■ Exercise ■
Search the data for "Michaelsweg". Return each matching line.

Stored data entries

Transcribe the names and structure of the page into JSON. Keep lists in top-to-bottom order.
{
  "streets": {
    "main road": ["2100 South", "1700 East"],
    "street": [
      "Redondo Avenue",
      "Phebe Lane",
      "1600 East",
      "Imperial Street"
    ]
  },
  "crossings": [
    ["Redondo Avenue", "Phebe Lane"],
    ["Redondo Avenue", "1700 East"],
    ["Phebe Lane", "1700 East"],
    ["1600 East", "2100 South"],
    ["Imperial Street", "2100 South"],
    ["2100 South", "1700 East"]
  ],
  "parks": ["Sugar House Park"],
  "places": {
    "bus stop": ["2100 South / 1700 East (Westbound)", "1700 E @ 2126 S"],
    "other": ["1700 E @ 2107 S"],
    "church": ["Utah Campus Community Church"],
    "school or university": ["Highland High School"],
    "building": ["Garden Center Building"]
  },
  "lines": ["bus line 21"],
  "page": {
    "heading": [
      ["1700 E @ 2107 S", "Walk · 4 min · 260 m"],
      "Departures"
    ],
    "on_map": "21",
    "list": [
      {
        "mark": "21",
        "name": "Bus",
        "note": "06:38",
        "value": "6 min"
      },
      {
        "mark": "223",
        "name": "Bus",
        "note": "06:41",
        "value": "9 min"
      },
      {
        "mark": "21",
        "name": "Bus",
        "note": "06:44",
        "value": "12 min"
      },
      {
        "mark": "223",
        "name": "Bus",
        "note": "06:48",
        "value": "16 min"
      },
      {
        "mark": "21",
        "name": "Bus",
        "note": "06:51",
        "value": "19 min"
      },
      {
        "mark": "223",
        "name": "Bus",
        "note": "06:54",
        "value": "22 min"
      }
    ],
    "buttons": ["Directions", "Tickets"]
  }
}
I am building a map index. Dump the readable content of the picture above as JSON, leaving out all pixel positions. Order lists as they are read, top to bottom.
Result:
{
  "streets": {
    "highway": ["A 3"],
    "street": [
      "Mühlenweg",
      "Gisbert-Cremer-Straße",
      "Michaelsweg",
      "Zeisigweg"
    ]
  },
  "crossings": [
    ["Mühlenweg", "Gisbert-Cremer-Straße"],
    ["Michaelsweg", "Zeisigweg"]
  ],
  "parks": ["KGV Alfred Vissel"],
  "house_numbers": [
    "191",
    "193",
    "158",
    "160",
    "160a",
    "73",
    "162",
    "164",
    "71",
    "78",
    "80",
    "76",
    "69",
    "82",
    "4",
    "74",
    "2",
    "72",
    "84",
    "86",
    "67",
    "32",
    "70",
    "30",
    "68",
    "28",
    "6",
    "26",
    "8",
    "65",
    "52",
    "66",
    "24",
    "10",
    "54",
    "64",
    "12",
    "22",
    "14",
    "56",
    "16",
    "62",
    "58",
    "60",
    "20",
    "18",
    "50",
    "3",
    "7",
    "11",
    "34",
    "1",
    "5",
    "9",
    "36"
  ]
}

■ Problem solution ■
      "Michaelsweg",
    ["Michaelsweg", "Zeisigweg"]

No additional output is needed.